Your answer should show every line of the material below that includes "radius".

» Material provided
◇ ◇ ◇ ◇ ◇
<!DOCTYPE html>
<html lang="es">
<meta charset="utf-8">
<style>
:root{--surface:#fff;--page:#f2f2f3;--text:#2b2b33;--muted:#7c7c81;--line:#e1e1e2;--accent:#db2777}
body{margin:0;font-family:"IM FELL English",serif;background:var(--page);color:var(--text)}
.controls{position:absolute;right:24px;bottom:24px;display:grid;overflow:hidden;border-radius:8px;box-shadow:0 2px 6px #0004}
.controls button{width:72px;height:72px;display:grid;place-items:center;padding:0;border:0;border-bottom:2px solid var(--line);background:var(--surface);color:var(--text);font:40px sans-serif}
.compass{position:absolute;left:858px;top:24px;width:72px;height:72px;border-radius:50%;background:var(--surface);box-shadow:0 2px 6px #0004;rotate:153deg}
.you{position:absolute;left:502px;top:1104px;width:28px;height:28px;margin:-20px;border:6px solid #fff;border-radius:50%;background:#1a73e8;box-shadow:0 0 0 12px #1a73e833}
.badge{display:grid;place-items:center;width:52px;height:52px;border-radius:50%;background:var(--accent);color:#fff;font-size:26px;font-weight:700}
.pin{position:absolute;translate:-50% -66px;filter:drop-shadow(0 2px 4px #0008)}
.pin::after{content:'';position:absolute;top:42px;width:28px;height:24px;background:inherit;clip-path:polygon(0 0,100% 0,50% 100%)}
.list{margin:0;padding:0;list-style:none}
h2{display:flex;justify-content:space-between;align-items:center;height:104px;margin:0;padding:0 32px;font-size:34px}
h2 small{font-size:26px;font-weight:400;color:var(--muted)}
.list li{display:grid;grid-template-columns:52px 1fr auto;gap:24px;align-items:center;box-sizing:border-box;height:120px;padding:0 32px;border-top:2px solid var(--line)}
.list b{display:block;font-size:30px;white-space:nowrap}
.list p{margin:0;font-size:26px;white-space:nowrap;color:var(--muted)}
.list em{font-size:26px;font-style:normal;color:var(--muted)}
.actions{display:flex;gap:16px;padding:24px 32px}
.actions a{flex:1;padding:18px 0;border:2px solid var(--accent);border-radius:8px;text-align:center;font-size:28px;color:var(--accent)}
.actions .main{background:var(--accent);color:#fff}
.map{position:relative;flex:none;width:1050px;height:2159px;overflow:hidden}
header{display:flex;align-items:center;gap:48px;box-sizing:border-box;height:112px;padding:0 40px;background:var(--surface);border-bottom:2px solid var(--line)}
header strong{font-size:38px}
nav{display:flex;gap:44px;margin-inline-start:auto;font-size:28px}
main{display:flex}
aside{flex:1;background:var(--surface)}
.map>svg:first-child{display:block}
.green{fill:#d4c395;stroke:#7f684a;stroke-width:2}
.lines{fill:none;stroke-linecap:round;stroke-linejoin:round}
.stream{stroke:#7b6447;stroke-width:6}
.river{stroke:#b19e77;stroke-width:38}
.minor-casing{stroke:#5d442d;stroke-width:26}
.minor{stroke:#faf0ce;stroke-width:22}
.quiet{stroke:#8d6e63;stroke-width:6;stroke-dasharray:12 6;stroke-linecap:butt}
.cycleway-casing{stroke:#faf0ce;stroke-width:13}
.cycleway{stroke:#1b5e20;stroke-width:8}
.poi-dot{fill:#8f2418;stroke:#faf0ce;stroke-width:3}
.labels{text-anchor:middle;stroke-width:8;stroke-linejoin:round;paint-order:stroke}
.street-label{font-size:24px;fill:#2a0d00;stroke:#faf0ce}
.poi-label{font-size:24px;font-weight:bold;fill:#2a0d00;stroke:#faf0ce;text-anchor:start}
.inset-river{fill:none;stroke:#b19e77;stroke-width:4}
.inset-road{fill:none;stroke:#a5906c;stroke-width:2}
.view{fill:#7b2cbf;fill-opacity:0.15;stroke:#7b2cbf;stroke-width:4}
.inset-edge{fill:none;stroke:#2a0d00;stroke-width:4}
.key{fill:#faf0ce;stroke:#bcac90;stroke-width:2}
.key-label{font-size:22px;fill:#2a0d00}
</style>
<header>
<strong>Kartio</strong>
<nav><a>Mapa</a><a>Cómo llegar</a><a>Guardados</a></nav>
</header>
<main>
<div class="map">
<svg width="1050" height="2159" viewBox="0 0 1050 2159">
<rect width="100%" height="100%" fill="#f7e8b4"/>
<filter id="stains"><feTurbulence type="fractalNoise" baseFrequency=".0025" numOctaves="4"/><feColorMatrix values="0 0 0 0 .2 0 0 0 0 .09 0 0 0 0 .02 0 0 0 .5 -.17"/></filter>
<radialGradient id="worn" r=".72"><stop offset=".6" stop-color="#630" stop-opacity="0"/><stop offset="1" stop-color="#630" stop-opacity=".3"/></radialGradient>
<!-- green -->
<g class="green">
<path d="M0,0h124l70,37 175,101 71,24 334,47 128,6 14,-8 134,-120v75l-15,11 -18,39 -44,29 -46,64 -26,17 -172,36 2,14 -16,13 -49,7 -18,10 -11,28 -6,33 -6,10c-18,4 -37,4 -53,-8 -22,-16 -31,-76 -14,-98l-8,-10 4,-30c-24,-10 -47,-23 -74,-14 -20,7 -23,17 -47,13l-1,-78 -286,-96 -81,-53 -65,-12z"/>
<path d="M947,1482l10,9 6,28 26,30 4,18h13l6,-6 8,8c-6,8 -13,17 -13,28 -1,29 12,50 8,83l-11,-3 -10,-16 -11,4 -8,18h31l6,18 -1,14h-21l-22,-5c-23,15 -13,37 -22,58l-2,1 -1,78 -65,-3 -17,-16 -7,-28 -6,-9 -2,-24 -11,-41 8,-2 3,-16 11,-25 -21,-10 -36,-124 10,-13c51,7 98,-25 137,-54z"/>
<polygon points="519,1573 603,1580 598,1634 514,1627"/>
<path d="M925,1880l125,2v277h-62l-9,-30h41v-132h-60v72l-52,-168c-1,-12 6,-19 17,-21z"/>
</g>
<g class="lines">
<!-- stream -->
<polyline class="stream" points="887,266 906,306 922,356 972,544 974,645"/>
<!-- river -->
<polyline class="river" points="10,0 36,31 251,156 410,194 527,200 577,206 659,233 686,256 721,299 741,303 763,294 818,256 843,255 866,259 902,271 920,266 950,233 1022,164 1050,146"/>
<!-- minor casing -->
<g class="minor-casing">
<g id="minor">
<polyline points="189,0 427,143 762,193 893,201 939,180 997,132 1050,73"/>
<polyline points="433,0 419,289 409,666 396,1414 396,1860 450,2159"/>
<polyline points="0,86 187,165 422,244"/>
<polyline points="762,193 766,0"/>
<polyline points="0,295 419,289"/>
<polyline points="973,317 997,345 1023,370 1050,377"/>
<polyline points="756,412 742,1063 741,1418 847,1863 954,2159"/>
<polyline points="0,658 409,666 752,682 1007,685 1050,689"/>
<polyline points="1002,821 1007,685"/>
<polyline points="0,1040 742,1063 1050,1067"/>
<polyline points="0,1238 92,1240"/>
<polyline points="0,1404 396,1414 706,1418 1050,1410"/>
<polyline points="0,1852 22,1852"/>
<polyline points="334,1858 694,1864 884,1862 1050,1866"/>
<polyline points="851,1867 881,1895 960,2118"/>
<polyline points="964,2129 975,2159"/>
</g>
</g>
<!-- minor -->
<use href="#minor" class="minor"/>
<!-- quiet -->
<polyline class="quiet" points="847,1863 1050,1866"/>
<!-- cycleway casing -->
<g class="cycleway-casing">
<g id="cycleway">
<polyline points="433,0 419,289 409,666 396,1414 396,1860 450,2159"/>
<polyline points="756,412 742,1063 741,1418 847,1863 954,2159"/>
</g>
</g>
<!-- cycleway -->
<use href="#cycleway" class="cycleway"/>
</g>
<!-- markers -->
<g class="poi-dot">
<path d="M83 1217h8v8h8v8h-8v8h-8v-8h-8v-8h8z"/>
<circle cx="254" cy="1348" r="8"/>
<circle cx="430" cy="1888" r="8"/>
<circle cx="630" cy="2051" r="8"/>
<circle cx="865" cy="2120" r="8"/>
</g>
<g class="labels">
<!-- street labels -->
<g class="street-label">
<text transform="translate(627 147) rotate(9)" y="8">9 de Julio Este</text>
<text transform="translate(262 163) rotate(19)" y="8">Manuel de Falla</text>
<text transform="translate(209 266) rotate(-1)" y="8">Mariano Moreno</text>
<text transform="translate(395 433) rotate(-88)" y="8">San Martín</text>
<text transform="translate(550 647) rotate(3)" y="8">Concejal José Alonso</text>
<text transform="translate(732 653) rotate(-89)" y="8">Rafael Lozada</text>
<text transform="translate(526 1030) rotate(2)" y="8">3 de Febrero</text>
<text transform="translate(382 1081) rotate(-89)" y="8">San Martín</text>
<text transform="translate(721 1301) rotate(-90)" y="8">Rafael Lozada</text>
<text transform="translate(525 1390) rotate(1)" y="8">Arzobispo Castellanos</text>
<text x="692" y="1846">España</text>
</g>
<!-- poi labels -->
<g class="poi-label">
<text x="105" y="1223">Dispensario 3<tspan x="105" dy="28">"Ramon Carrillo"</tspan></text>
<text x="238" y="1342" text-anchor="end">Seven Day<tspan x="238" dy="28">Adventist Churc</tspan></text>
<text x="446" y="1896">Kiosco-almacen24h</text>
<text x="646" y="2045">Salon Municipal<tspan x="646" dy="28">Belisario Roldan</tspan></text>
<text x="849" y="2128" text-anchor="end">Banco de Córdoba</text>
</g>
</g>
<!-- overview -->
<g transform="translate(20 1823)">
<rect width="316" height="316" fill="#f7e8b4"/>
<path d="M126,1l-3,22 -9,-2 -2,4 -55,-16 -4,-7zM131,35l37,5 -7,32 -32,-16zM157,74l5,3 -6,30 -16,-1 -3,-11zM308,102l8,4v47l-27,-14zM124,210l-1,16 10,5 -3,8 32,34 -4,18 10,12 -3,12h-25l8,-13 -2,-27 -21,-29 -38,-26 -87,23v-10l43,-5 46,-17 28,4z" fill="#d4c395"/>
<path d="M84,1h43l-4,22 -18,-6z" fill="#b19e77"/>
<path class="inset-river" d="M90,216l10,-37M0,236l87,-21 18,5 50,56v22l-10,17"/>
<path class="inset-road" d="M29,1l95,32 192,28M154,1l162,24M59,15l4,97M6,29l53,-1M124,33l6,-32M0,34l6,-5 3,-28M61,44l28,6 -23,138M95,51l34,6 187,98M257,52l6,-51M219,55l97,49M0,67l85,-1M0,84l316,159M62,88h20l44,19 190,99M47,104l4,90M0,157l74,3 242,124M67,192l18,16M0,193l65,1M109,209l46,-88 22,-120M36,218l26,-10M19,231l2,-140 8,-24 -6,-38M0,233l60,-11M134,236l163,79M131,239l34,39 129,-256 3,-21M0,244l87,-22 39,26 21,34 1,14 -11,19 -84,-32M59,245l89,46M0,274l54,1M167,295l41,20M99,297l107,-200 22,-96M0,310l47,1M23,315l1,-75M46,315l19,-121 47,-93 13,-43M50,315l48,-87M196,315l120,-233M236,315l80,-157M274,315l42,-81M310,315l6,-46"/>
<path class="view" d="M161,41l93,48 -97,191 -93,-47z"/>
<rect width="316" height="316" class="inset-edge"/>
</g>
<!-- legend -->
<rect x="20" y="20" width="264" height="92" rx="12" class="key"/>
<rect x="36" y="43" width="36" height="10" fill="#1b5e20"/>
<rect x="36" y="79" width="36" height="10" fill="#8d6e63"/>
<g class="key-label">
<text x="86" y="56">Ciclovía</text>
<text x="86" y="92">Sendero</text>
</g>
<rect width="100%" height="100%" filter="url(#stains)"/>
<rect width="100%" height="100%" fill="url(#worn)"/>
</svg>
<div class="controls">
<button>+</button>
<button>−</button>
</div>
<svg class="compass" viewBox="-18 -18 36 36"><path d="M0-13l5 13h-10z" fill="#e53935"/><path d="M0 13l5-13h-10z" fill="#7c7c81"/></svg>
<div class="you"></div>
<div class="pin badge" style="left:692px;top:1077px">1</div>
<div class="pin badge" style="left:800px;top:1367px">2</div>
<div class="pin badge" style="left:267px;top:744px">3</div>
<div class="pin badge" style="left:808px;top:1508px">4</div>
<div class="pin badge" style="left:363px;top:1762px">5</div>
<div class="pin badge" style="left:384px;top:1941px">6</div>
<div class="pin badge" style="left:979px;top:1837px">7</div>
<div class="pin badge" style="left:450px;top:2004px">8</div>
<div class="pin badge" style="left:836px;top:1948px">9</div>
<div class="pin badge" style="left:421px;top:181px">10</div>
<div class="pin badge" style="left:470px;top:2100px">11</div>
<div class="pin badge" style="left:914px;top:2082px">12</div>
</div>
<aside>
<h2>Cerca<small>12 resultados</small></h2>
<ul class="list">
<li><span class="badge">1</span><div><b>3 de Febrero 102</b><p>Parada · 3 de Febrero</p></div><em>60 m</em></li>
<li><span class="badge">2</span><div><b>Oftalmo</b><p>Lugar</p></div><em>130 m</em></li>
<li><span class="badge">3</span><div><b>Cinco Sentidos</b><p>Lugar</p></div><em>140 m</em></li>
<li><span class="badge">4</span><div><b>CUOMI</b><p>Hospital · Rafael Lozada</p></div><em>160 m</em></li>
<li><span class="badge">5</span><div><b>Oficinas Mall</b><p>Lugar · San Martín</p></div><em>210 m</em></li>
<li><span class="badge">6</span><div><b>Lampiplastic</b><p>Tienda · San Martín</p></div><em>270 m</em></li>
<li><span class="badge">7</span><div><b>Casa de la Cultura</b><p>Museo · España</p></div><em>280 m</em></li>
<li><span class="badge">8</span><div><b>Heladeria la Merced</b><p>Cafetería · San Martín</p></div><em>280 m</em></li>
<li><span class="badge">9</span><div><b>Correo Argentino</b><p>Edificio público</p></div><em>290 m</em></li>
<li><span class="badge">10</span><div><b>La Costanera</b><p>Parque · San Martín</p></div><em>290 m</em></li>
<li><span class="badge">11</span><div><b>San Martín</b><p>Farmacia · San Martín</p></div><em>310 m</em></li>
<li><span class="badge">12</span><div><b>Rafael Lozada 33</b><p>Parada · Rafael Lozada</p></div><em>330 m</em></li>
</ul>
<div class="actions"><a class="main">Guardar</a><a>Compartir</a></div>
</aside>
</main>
◇ ◇ ◇ ◇ ◇
» Response for this exercise
.controls{position:absolute;right:24px;bottom:24px;display:grid;overflow:hidden;border-radius:8px;box-shadow:0 2px 6px #0004}
.compass{position:absolute;left:858px;top:24px;width:72px;height:72px;border-radius:50%;background:var(--surface);box-shadow:0 2px 6px #0004;rotate:153deg}
.you{position:absolute;left:502px;top:1104px;width:28px;height:28px;margin:-20px;border:6px solid #fff;border-radius:50%;background:#1a73e8;box-shadow:0 0 0 12px #1a73e833}
.badge{display:grid;place-items:center;width:52px;height:52px;border-radius:50%;background:var(--accent);color:#fff;font-size:26px;font-weight:700}
.actions a{flex:1;padding:18px 0;border:2px solid var(--accent);border-radius:8px;text-align:center;font-size:28px;color:var(--accent)}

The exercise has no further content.